- Task instructions -
Look through the listing below and report the lines that have the word "solid" in them.

- Listed records -
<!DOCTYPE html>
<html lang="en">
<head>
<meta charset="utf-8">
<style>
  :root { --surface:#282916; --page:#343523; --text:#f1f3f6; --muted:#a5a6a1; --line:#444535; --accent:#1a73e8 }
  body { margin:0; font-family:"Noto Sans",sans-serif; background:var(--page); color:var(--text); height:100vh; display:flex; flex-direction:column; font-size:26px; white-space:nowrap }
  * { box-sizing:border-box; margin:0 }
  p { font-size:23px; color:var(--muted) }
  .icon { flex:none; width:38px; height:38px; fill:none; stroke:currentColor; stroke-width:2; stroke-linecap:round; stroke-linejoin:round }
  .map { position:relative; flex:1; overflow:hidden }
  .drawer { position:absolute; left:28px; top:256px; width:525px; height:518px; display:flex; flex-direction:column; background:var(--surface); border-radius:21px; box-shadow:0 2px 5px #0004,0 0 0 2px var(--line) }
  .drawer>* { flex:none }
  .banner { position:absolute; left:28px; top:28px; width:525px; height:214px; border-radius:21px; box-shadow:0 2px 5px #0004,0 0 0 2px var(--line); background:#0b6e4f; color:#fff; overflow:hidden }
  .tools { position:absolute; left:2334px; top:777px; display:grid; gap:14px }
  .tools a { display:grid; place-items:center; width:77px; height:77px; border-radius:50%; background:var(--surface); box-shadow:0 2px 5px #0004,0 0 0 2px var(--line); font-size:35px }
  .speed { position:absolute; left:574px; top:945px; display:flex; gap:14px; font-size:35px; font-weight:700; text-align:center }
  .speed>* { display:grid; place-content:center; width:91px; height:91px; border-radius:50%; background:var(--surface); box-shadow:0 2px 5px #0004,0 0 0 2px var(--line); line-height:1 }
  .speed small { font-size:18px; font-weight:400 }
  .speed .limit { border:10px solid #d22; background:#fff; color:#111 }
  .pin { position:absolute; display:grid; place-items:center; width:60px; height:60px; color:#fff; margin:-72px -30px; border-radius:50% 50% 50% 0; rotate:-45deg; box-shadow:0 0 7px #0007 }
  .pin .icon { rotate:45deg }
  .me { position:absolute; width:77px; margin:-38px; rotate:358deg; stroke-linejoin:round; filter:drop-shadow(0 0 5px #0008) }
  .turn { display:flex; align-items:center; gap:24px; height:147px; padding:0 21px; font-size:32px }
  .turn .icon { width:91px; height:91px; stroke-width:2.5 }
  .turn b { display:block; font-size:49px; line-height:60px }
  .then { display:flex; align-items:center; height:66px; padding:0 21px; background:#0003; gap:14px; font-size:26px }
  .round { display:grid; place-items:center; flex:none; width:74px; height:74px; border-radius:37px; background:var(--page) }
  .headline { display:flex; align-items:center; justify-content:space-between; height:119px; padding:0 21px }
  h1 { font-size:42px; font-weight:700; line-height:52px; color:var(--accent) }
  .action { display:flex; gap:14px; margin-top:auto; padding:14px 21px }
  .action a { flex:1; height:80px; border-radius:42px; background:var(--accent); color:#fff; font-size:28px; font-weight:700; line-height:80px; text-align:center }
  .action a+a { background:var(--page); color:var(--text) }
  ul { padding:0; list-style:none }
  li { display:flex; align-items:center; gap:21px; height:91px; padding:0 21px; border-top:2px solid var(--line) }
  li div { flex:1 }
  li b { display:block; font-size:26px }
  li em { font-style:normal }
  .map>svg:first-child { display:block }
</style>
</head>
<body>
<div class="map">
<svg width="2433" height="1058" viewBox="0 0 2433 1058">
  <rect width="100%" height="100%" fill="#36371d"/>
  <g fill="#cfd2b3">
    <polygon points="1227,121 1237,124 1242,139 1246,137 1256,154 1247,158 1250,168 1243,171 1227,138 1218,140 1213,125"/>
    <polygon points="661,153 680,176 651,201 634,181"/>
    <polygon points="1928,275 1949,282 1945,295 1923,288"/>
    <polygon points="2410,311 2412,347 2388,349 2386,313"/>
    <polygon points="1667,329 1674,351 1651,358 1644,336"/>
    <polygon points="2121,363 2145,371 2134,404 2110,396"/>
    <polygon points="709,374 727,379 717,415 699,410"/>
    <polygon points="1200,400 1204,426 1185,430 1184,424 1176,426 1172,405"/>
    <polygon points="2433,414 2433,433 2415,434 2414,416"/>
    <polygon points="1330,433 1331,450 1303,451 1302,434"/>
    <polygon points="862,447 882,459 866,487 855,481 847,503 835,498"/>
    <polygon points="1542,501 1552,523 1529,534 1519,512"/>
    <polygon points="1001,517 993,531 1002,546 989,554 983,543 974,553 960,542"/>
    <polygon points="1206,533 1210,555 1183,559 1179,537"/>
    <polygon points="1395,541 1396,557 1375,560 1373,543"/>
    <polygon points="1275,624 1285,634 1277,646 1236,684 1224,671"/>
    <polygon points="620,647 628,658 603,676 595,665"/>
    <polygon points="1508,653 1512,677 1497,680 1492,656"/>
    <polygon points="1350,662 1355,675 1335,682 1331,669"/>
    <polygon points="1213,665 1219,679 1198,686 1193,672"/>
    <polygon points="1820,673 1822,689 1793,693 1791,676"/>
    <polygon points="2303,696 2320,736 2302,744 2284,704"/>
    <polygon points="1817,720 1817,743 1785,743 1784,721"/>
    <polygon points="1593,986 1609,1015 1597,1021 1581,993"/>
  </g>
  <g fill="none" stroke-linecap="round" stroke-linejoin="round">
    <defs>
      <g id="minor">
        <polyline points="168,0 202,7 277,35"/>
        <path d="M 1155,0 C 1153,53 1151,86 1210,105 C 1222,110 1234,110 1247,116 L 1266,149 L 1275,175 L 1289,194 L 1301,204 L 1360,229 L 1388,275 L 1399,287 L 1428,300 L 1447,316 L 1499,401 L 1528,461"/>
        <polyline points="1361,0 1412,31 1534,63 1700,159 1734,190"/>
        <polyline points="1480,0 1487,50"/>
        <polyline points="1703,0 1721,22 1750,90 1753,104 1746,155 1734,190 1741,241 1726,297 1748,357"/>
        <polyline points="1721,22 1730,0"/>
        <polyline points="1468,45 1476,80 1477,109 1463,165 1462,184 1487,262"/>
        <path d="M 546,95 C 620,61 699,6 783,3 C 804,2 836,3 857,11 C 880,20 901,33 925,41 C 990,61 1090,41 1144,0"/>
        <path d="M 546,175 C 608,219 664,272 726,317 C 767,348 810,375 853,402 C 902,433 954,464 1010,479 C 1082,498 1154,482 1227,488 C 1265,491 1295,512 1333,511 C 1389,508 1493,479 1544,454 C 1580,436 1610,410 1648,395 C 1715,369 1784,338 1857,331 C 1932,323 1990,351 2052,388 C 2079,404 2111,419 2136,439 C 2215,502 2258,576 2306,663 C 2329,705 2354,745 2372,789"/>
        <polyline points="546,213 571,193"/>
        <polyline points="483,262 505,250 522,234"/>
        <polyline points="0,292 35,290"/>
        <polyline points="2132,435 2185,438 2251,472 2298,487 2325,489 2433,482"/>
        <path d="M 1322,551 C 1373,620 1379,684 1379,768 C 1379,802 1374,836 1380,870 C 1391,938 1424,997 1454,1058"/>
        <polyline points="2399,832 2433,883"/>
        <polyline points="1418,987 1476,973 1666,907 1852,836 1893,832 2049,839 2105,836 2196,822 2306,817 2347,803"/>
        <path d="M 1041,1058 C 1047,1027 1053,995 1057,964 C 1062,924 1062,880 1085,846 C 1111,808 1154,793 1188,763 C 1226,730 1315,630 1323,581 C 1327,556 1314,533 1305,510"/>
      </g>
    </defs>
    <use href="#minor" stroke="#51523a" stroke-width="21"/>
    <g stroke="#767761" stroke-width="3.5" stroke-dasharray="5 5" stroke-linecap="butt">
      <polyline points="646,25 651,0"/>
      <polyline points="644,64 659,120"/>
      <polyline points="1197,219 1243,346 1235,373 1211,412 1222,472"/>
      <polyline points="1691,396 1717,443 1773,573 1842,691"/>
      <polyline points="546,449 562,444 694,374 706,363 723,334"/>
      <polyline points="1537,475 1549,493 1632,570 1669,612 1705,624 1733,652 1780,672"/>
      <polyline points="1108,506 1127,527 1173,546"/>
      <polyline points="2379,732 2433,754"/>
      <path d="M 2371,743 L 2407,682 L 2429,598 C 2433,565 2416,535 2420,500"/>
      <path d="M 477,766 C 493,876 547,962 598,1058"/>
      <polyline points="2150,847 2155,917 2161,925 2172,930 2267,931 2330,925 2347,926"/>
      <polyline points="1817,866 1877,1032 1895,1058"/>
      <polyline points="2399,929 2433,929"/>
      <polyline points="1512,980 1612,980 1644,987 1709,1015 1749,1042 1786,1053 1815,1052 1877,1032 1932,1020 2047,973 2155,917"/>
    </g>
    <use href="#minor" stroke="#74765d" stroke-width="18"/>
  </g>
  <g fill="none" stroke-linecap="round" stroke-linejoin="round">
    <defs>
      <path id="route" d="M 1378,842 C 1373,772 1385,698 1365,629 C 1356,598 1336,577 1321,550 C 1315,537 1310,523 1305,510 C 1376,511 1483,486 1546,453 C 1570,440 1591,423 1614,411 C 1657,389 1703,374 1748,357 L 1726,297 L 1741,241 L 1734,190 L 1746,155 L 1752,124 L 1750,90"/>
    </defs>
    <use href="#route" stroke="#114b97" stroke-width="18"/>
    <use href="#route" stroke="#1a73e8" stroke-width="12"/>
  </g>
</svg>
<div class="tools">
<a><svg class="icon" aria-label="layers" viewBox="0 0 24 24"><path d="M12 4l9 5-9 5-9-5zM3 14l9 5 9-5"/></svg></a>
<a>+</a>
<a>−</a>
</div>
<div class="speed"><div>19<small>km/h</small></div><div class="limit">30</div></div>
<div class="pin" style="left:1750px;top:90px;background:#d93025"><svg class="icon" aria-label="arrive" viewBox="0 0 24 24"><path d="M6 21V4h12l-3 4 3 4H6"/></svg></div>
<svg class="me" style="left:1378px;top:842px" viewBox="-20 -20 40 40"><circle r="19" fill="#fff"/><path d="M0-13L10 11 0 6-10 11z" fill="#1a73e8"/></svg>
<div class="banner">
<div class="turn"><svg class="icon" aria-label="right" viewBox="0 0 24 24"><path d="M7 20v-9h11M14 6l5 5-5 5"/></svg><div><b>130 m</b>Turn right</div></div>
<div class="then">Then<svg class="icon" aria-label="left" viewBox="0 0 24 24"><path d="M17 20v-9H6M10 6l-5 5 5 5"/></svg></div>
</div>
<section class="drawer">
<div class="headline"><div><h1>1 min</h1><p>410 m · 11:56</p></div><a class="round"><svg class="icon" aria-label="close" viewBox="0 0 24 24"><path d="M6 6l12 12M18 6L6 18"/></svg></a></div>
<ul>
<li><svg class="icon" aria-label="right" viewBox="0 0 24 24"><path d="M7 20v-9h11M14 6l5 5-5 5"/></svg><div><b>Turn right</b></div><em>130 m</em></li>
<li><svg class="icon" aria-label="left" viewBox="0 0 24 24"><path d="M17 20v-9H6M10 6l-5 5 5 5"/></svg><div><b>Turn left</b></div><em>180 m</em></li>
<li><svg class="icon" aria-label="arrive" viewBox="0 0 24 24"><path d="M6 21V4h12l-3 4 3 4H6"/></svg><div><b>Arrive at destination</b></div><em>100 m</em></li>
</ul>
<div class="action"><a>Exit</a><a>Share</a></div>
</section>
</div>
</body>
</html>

- Finished exercise -
  .speed .limit { border:10px solid #d22; background:#fff; color:#111 }
  li { display:flex; align-items:center; gap:21px; height:91px; padding:0 21px; border-top:2px solid var(--line) }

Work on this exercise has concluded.